Los Angeles recently passed a landmark mural ordinance, the central intent of which was to foster a new creative renaissance of art murals on the public walls of the city. For over a decade a signage ban that included murals on private property, resulting from a federal court ruling on the constitutionality of the City's sign ordinance, decisively inhibited the creation of top quality wall painting along the lines that had established L.A.'s reputation as the world's mural capital during the second half of the last century. But the reason for that ban was the need to control commercial signage that most regard as either a real or potential blight. Sign companies and corporate advertisers predictably feel otherwise: Cha-ching!

Following a ruling by the Ninth Circuit Court of Appeals that overturned the 2002 case, the local government finally got its act together to reform that ridiculous ban and once and for all, and helped along by the active lobbying and organizing of the Mural Conservancy the new law was signed by Mayor Garcetti in September. The distinction between a commercial sign and an art mural is now established. The intent to control the sign companies, with all of the legal land mines implicit, remains a work in progress. But at last the right to create art murals had been liberated!

Thus when MCLA Director Isabel Rojas-Williams and KCET reporter Ed Fuentes began to report on the sudden emergence of murals that snuck in commercial messages and logos in the context of what to a casual observer looks like hot new urban art, my initial reaction was one of dismay. Seemingly overnight someone formulated a plan and got artists to sign on to it. I can just hear some under assistant West Coast promo man convincing an artist that it is all cool: "Hey, we've got a right to make a living, and Converse shoes and Miller beer just need you to include a little something. Make an awesome mural so we can ALL come out ahead!"

Sure enough, according to a post by Fuentes, one Daniel Lahoda has been midwifing these deals.
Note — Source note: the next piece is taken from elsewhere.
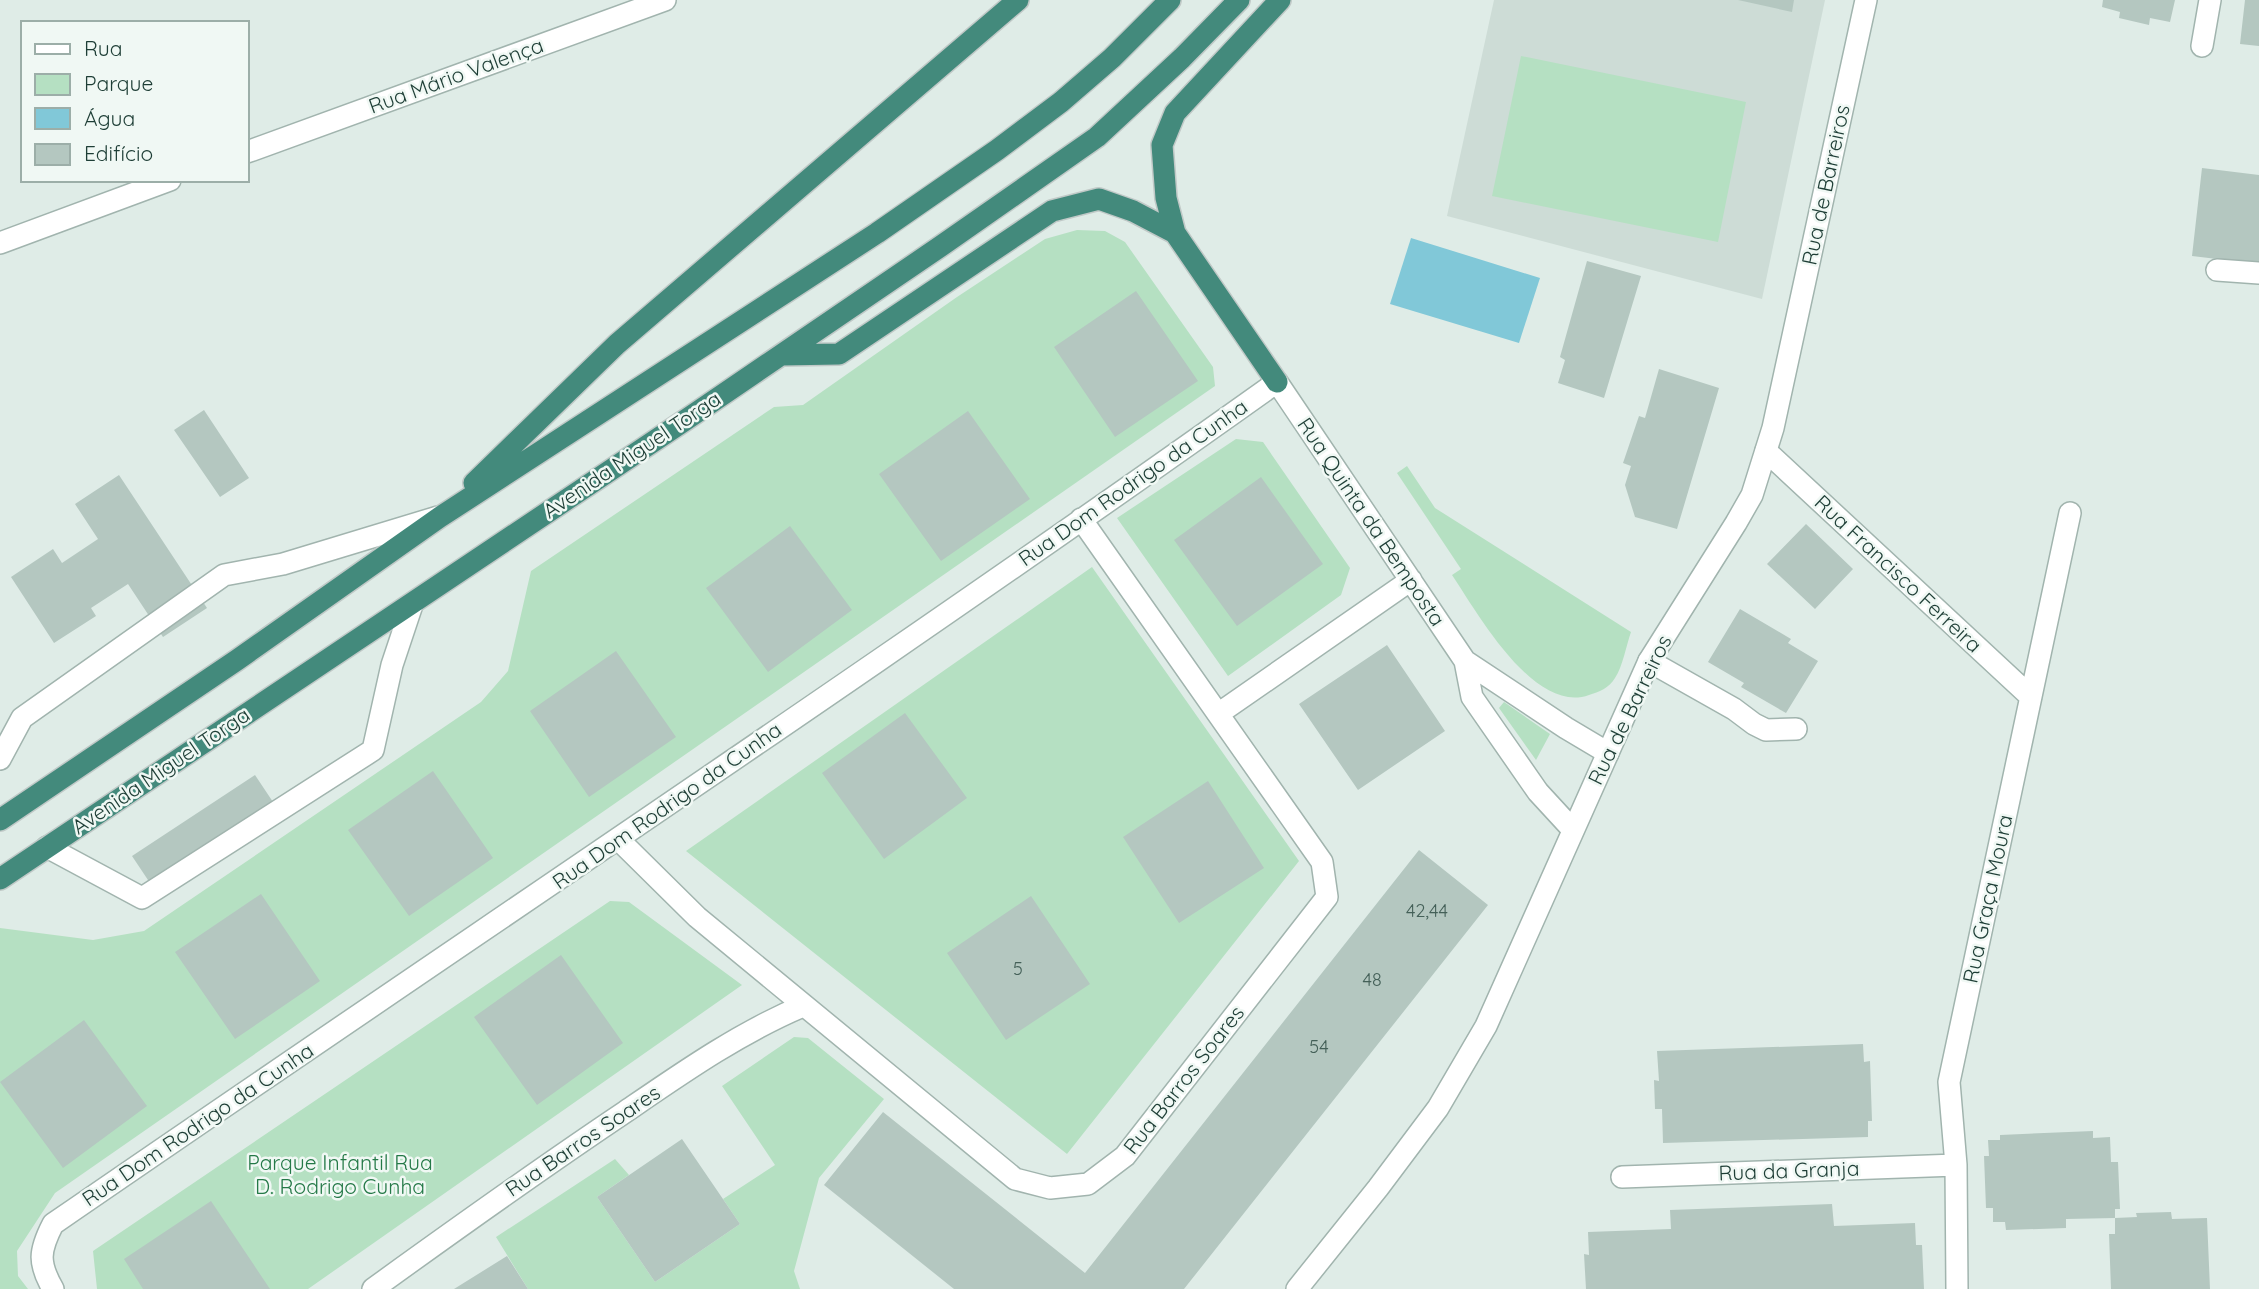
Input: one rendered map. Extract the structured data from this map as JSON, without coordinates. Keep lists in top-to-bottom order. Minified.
{"streets":{"highway":["Avenida Miguel Torga"],"street":["Rua Mário Valença","Rua de Barreiros","Rua Dom Rodrigo da Cunha","Rua Quinta da Bemposta","Rua Francisco Ferreira","Rua Graça Moura","Rua Barros Soares","Rua da Granja"]},"crossings":[["Rua de Barreiros","Rua Quinta da Bemposta"],["Rua de Barreiros","Rua Francisco Ferreira"],["Rua Dom Rodrigo da Cunha","Rua Quinta da Bemposta"],["Rua Dom Rodrigo da Cunha","Rua Barros Soares"],["Rua Francisco Ferreira","Rua Graça Moura"],["Rua Graça Moura","Rua da Granja"]],"parks":["Parque Infantil Rua D. Rodrigo Cunha"],"house_numbers":["42,44","5","48","54"],"legend":["Rua","Parque","Água","Edifício"]}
One mural just completed at Third and Main Street in downtown L.A. gets right down to business with a company logo as its centerpiece. And it was painted over another mural - non-commercial - painted by Hueman (a.k.a. Allison Torneros) just last summer under the aegis of the selfsame Mr. Lahoda. Fuentes quotes Lahoda: "Thank god we have the art and entertainment industry to support the arts as private patrons." Respectfully, this assertion is full of crap. These are business transactions, a return on the investment is expected. This is NOT patronage. There is plenty of room in the law for legitimate patronage.
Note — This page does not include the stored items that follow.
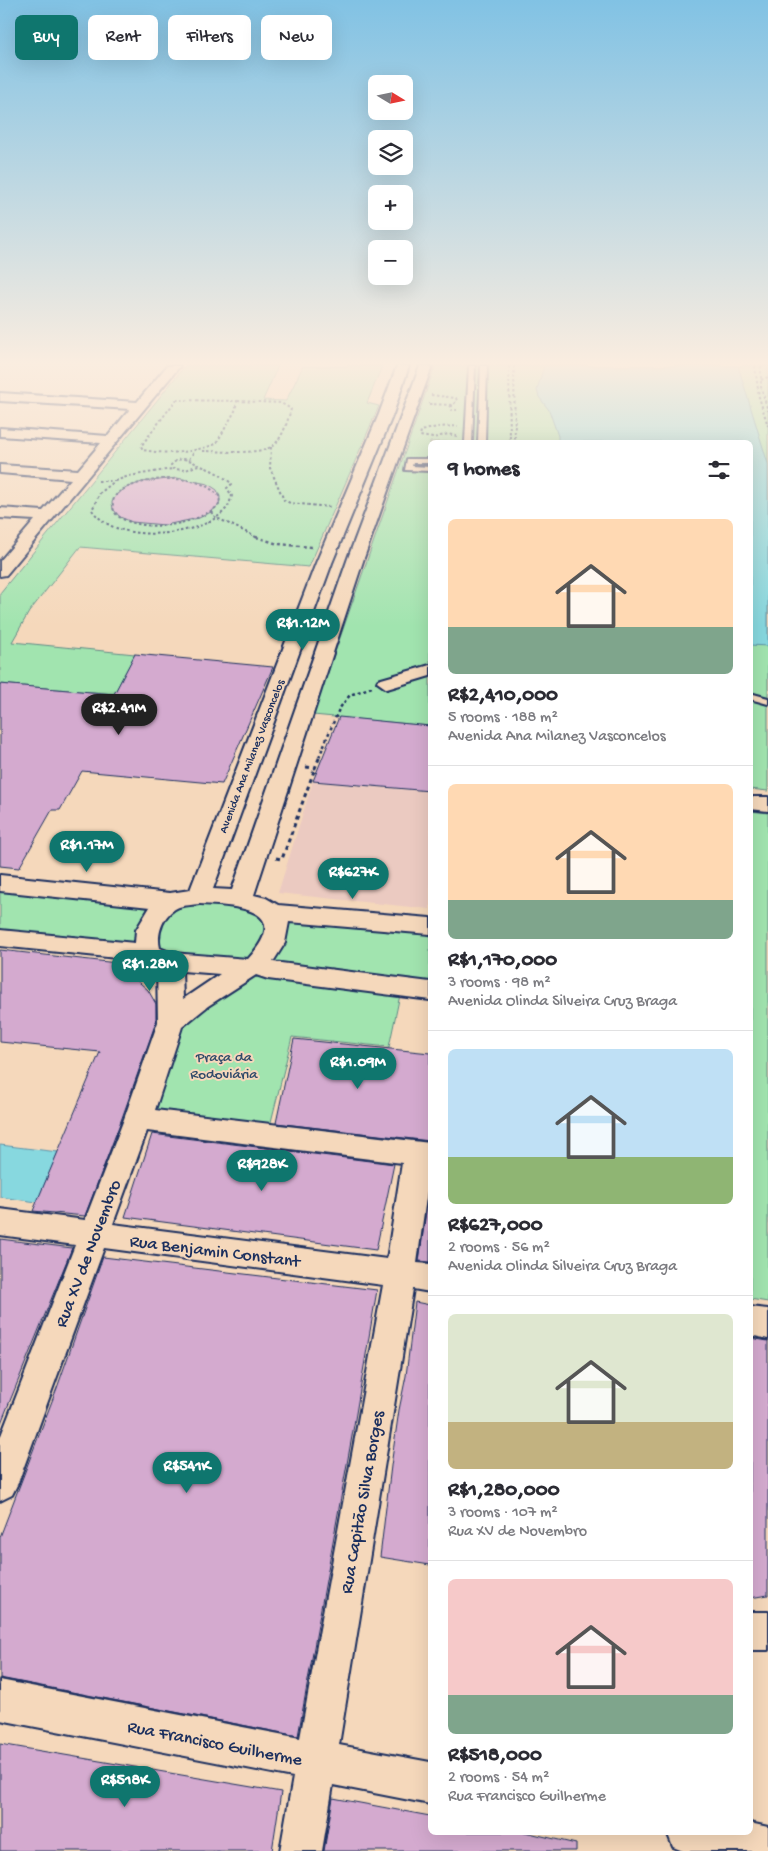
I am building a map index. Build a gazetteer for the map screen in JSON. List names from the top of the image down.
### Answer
{
  "streets": {
    "street": [
      "Avenida Ana Milanez Vasconcelos",
      "Rua Benjamin Constant",
      "Rua XV de Novembro",
      "Rua Capitão Silva Borges",
      "Rua Francisco Guilherme"
    ]
  },
  "crossings": [
    ["Rua Benjamin Constant", "Rua XV de Novembro"],
    ["Rua Benjamin Constant", "Rua Capitão Silva Borges"],
    ["Rua Capitão Silva Borges", "Rua Francisco Guilherme"]
  ],
  "parks": ["Praça da Rodoviária"],
  "north": "right",
  "page": {
    "chip": [
      "Buy",
      "Rent",
      "Filters",
      "New"
    ],
    "map_buttons": ["+", "−"],
    "heading": "9 homes",
    "list": [
      {
        "name": "R$2,410,000",
        "note": "5 rooms · 188 m² · Avenida Ana Milanez Vasconcelos"
      },
      {
        "name": "R$1,170,000",
        "note": "3 rooms · 98 m² · Avenida Olinda Silveira Cruz Braga"
      },
      {
        "name": "R$627,000",
        "note": "2 rooms · 56 m² · Avenida Olinda Silveira Cruz Braga"
      },
      {
        "name": "R$1,280,000",
        "note": "3 rooms · 107 m² · Rua XV de Novembro"
      },
      {
        "name": "R$518,000",
        "note": "2 rooms · 54 m² · Rua Francisco Guilherme"
      }
    ],
    "price": [
      "R$1.12M",
      "R$2.41M",
      "R$1.17M",
      "R$627K",
      "R$1.28M",
      "R$1.09M",
      "R$928K",
      "R$541K",
      "R$518K"
    ]
  }
}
However these deals played out, and however well executed the resulting murals may be, they are NOT in compliance with the new law in letter or in spirit. Period. "Original Art Mural. A one-of-a-kind, hand-painted, hand-tiled, or digitally printed image on the exterior wall of a building that does not contain any commercial message." To quote Ralph Lawler, "It's the Law," and they are in violation. And they are in violation of additional State and Federal laws as well (the California Art Preservation Act [CAPA] and Visual Artists Rights Act [VARA] respectively). They cannot be registered as recognized and protected art murals. These so-called murals can stay in place either until the next "mural" is commissioned by the next corporation to promote the next product. Or City Hall can cite the property owner and demand they remove the, uh, sign, or face a fine and possible legal action.

One thing is certain. They will not be part of our cultural legacy. They will not be around five hundred years from now like many of those in a city like Rome and like some that we already enjoy here in L.A. probably will. They will not be around a century from now. They will not be around ten years from now. They will soon be whitewashed, and good luck on your ROI mister advertiser. So enjoy your pieces of silver while you've got them; that's about what a commercial sign "mural" is worth.

That is the way the world works too.